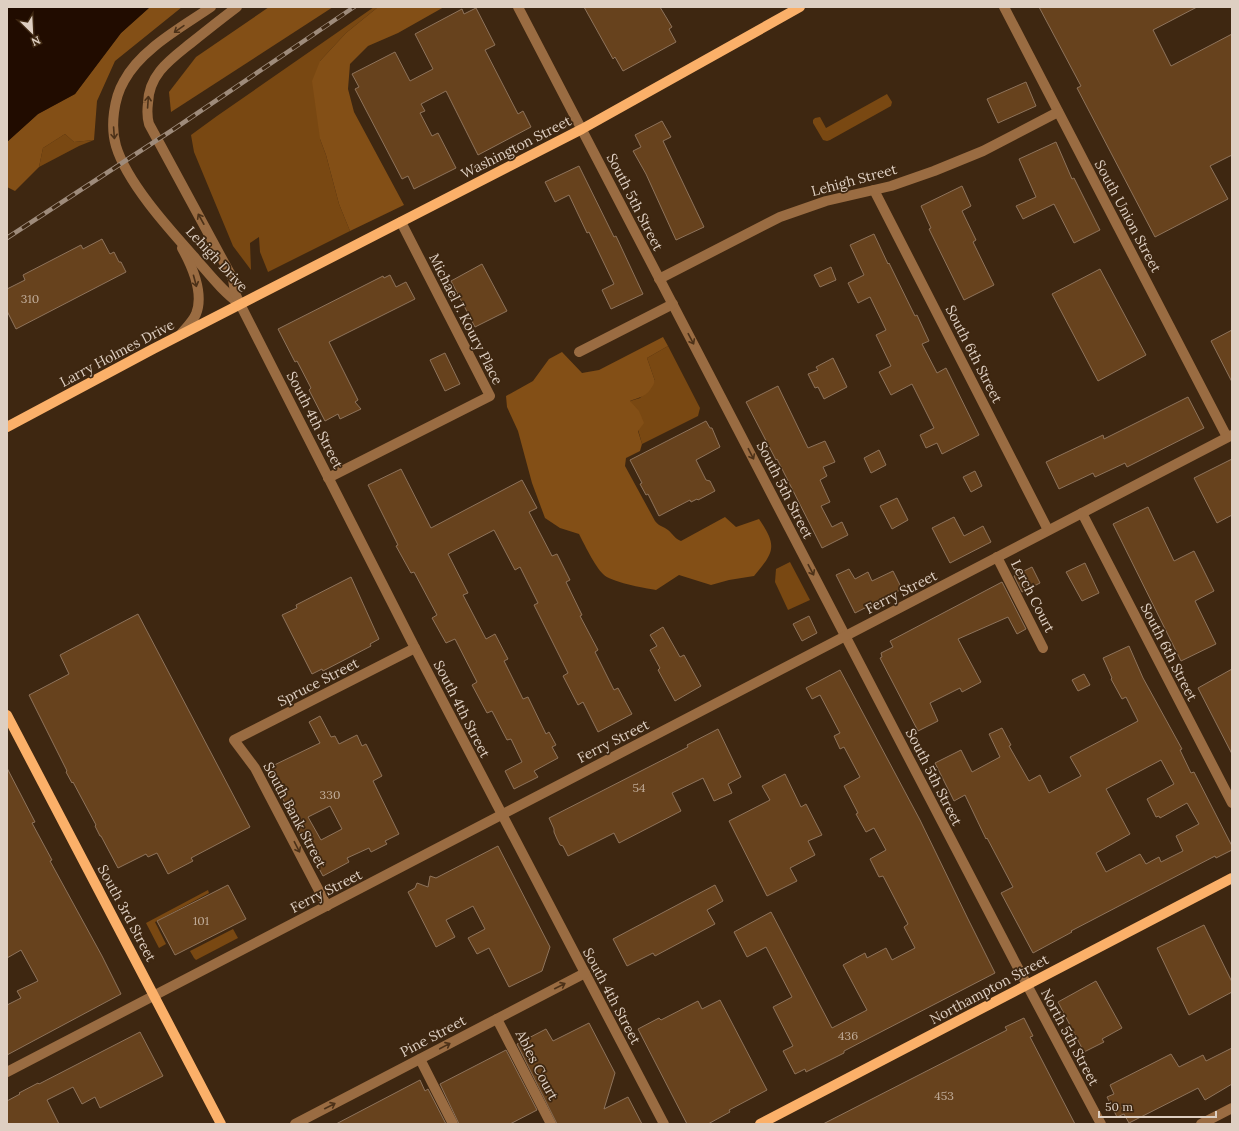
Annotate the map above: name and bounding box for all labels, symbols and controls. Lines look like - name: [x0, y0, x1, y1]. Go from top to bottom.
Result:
- north arrow: [12, 12, 52, 52]
- one-way arrow: [174, 25, 185, 33]
- text: N: [29, 33, 43, 49]
- one-way arrow: [145, 96, 152, 109]
- street label: Washington Street: [458, 111, 575, 183]
- one-way arrow: [111, 126, 118, 139]
- street label: South 5th Street: [603, 150, 668, 254]
- street label: South Union Street: [1091, 157, 1166, 276]
- street label: Lehigh Street: [809, 160, 899, 200]
- one-way arrow: [196, 213, 204, 225]
- street label: Lehigh Drive: [182, 222, 252, 296]
- street label: Michael J. Koury Place: [425, 250, 507, 388]
- one-way arrow: [191, 274, 199, 287]
- house number: 310: [21, 291, 39, 306]
- street label: South 6th Street: [942, 302, 1007, 406]
- street label: Larry Holmes Drive: [57, 315, 178, 391]
- one-way arrow: [688, 333, 695, 345]
- street label: South 4th Street: [283, 368, 348, 472]
- street label: South 5th Street: [753, 438, 818, 542]
- one-way arrow: [748, 448, 755, 460]
- street label: Lerch Court: [1007, 557, 1059, 636]
- one-way arrow: [807, 563, 815, 575]
- street label: Ferry Street: [862, 566, 940, 618]
- street label: South 6th Street: [1137, 600, 1202, 704]
- street label: Spruce Street: [274, 654, 362, 710]
- street label: South 4th Street: [430, 657, 495, 761]
- street label: Ferry Street: [574, 715, 652, 767]
- street label: South 5th Street: [902, 725, 967, 829]
- street label: South Bank Street: [260, 759, 331, 872]
- house number: 54: [632, 780, 646, 795]
- house number: 330: [320, 787, 340, 802]
- one-way arrow: [294, 840, 301, 852]
- street label: South 3rd Street: [94, 861, 160, 965]
- street label: Ferry Street: [287, 865, 365, 917]
- house number: 101: [193, 913, 209, 928]
- street label: South 4th Street: [579, 945, 645, 1048]
- street label: Northampton Street: [926, 950, 1052, 1028]
- one-way arrow: [554, 981, 566, 989]
- street label: North 5th Street: [1037, 985, 1103, 1089]
- street label: Pine Street: [397, 1011, 469, 1061]
- street label: Ables Court: [511, 1026, 563, 1104]
- house number: 436: [838, 1028, 858, 1043]
- one-way arrow: [439, 1042, 451, 1049]
- house number: 453: [934, 1088, 954, 1103]
- scale bar: [1099, 1093, 1216, 1119]
- text: 50 m: [1105, 1099, 1133, 1114]
- one-way arrow: [323, 1102, 335, 1109]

▸ Exercise directions
All of the lines above must be repeated without alteration, though the pictures are to be excluded.

▸ Written solution
Annotate the map above: name and bounding box for all labels, symbols and controls. Lines look like - name: [x0, y0, x1, y1]. Go from top to bottom.
Result:
- north arrow: [12, 12, 52, 52]
- one-way arrow: [174, 25, 185, 33]
- text: N: [29, 33, 43, 49]
- one-way arrow: [145, 96, 152, 109]
- street label: Washington Street: [458, 111, 575, 183]
- one-way arrow: [111, 126, 118, 139]
- street label: South 5th Street: [603, 150, 668, 254]
- street label: South Union Street: [1091, 157, 1166, 276]
- street label: Lehigh Street: [809, 160, 899, 200]
- one-way arrow: [196, 213, 204, 225]
- street label: Lehigh Drive: [182, 222, 252, 296]
- street label: Michael J. Koury Place: [425, 250, 507, 388]
- one-way arrow: [191, 274, 199, 287]
- house number: 310: [21, 291, 39, 306]
- street label: South 6th Street: [942, 302, 1007, 406]
- street label: Larry Holmes Drive: [57, 315, 178, 391]
- one-way arrow: [688, 333, 695, 345]
- street label: South 4th Street: [283, 368, 348, 472]
- street label: South 5th Street: [753, 438, 818, 542]
- one-way arrow: [748, 448, 755, 460]
- street label: Lerch Court: [1007, 557, 1059, 636]
- one-way arrow: [807, 563, 815, 575]
- street label: Ferry Street: [862, 566, 940, 618]
- street label: South 6th Street: [1137, 600, 1202, 704]
- street label: Spruce Street: [274, 654, 362, 710]
- street label: South 4th Street: [430, 657, 495, 761]
- street label: Ferry Street: [574, 715, 652, 767]
- street label: South 5th Street: [902, 725, 967, 829]
- street label: South Bank Street: [260, 759, 331, 872]
- house number: 54: [632, 780, 646, 795]
- house number: 330: [320, 787, 340, 802]
- one-way arrow: [294, 840, 301, 852]
- street label: South 3rd Street: [94, 861, 160, 965]
- street label: Ferry Street: [287, 865, 365, 917]
- house number: 101: [193, 913, 209, 928]
- street label: South 4th Street: [579, 945, 645, 1048]
- street label: Northampton Street: [926, 950, 1052, 1028]
- one-way arrow: [554, 981, 566, 989]
- street label: North 5th Street: [1037, 985, 1103, 1089]
- street label: Pine Street: [397, 1011, 469, 1061]
- street label: Ables Court: [511, 1026, 563, 1104]
- house number: 436: [838, 1028, 858, 1043]
- one-way arrow: [439, 1042, 451, 1049]
- house number: 453: [934, 1088, 954, 1103]
- scale bar: [1099, 1093, 1216, 1119]
- text: 50 m: [1105, 1099, 1133, 1114]
- one-way arrow: [323, 1102, 335, 1109]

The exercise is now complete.